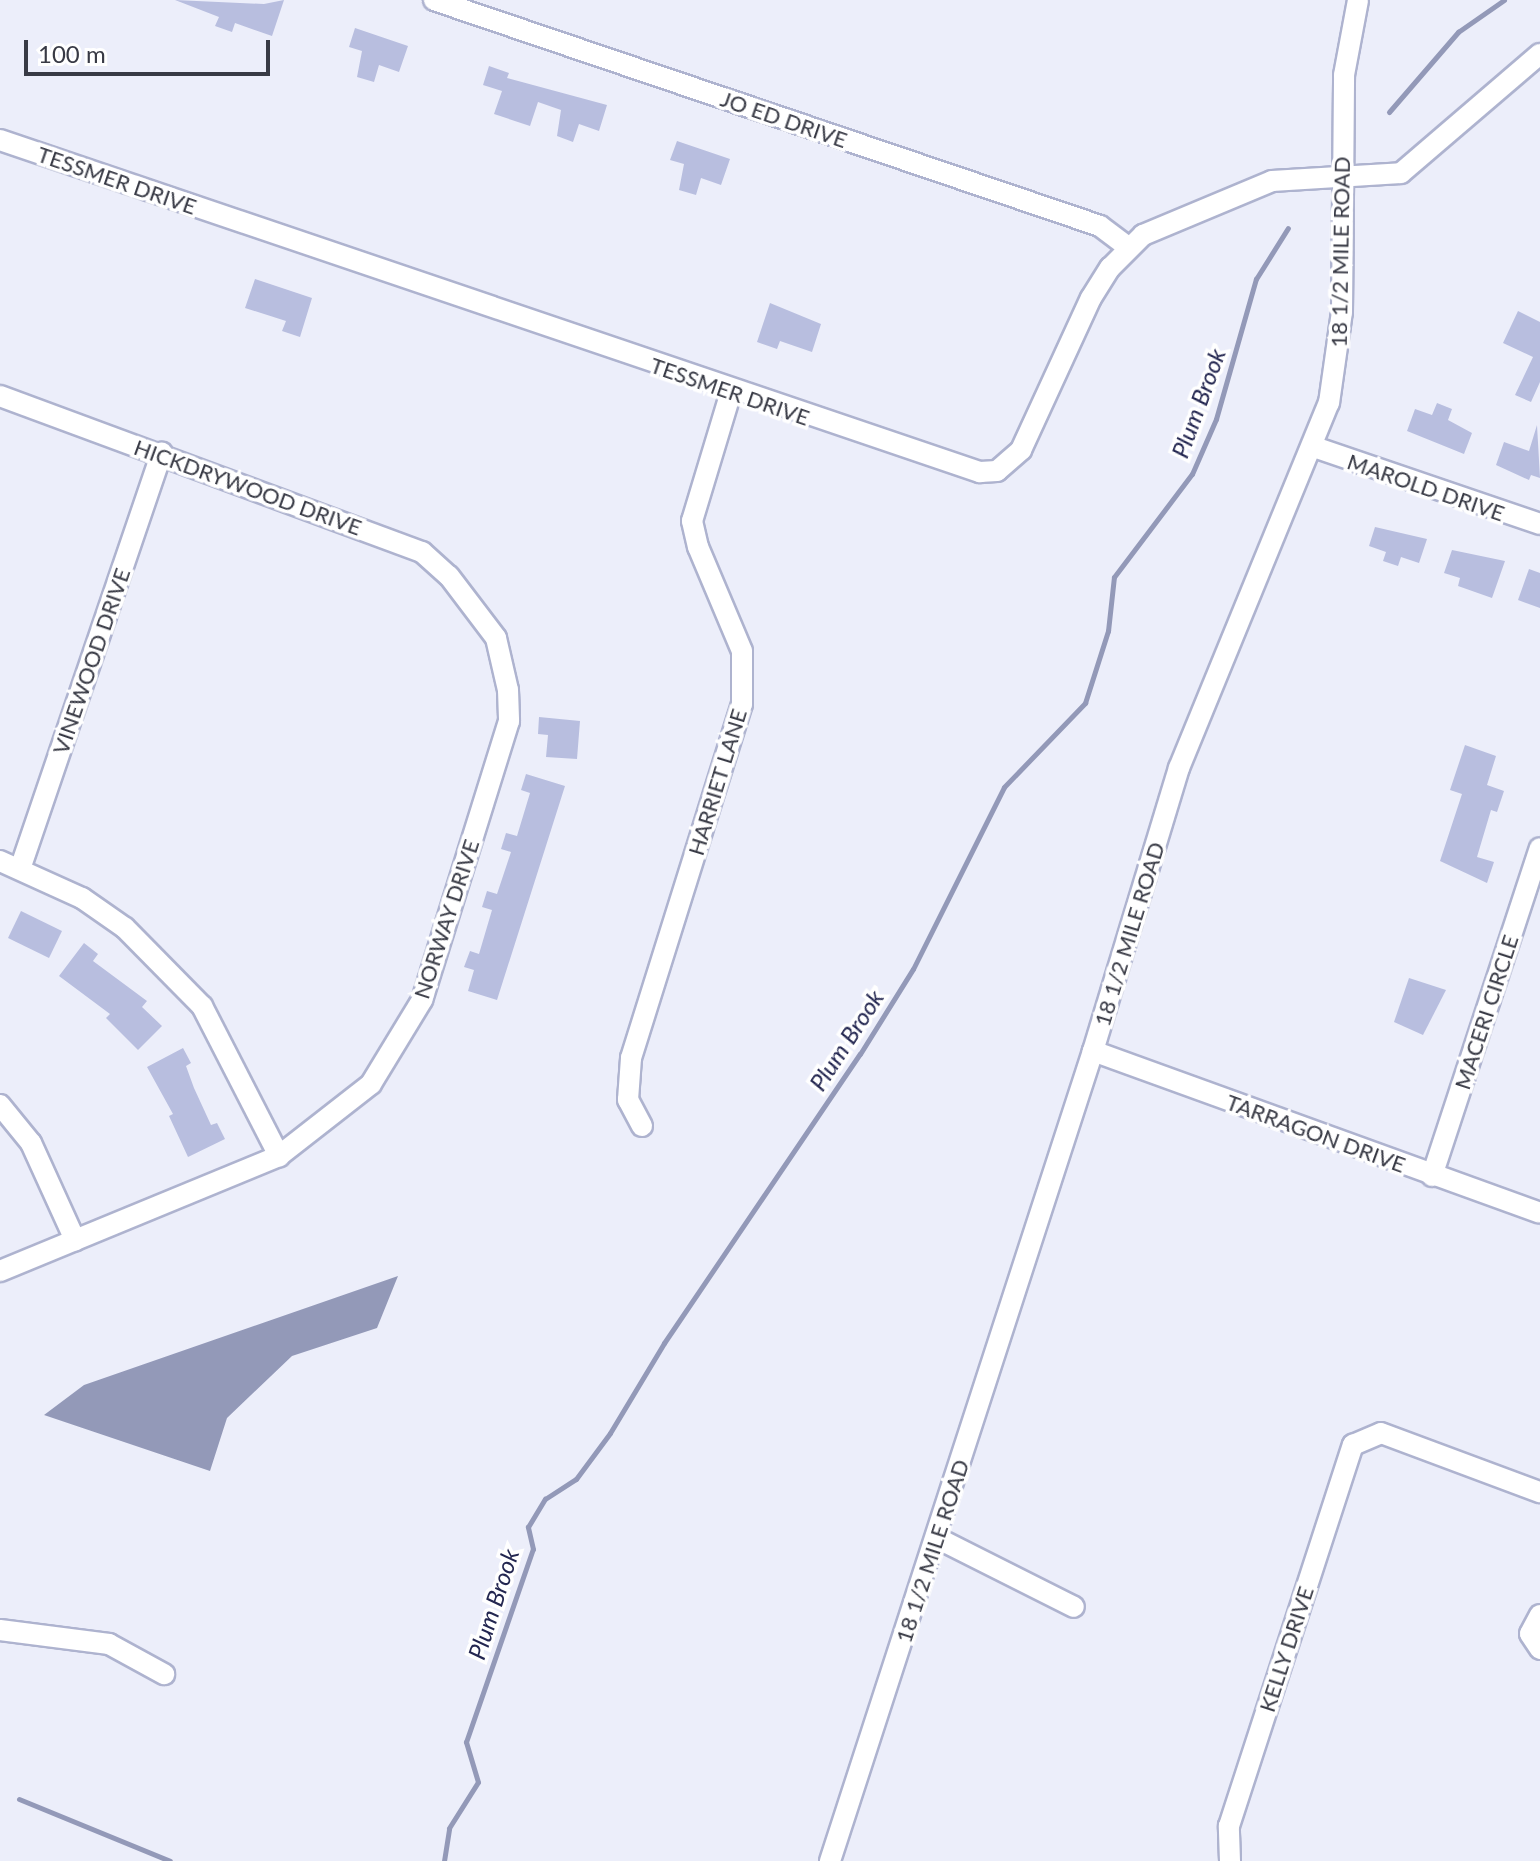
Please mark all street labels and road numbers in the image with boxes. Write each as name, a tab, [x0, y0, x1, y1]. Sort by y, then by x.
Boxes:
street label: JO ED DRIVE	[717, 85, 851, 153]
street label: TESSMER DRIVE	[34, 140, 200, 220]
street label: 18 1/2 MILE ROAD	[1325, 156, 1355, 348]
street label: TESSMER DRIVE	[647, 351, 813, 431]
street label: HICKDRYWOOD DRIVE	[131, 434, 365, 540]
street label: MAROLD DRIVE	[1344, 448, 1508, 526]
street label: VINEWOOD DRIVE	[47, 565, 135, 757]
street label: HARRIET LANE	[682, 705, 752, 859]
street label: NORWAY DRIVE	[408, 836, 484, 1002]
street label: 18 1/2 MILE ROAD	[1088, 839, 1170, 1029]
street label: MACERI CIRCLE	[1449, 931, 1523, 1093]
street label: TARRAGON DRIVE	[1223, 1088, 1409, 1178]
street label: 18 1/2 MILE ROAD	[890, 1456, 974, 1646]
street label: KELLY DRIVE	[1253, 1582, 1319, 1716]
* * *
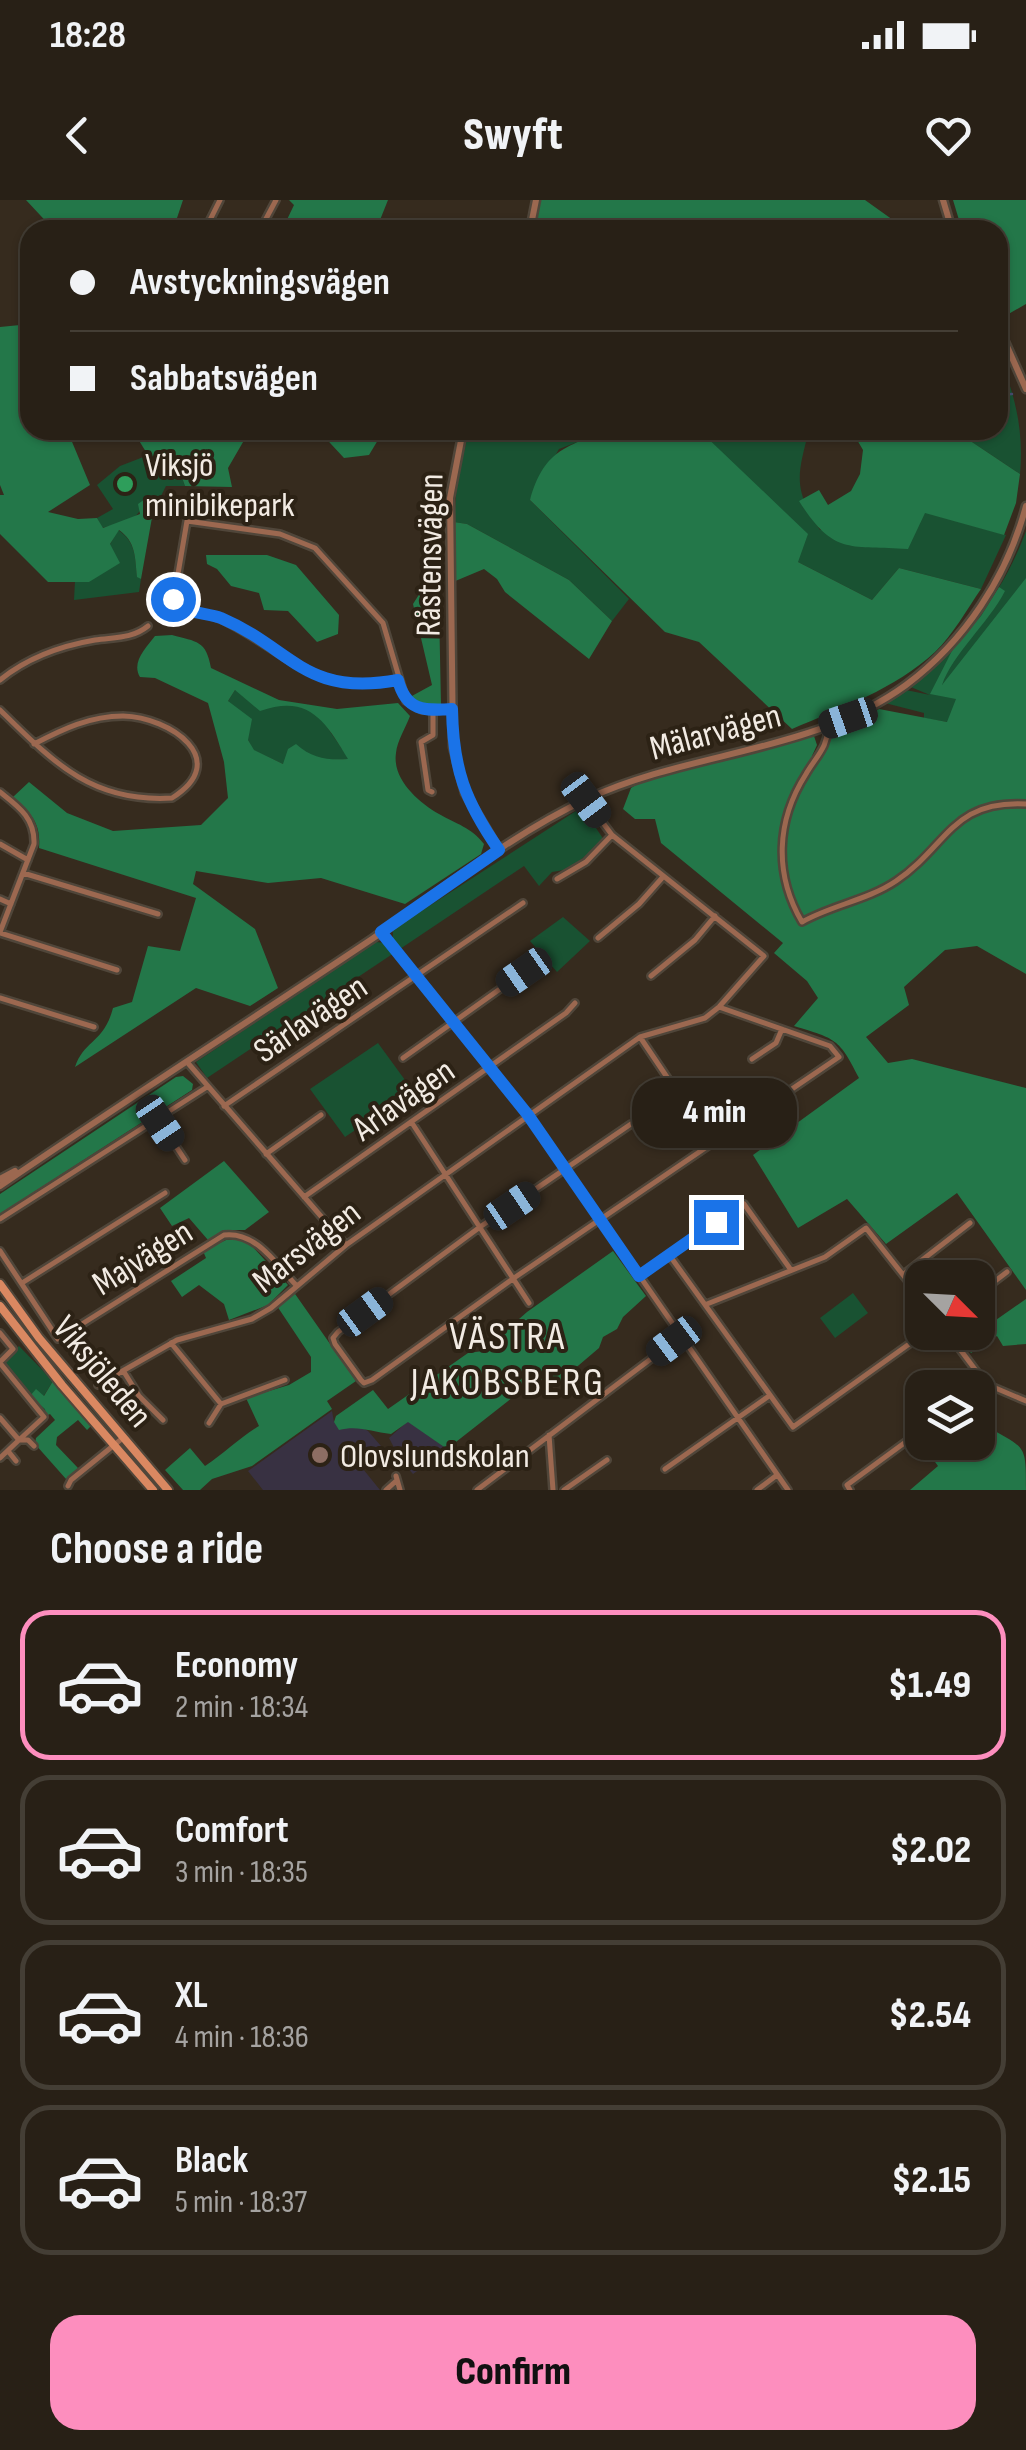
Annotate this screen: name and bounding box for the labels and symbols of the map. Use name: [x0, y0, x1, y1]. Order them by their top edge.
* * *
Among the entries, find every line holding "labels" and return it.

Please mark all street labels and road numbers in the image with boxes. Write each as name, a tab, [x0, y0, x1, y1]. Sort by y, then by x.
Annotate this screen: name and bounding box for the labels and symbols of the map. Use name: [x0, y0, x1, y1]. Order them by their top edge.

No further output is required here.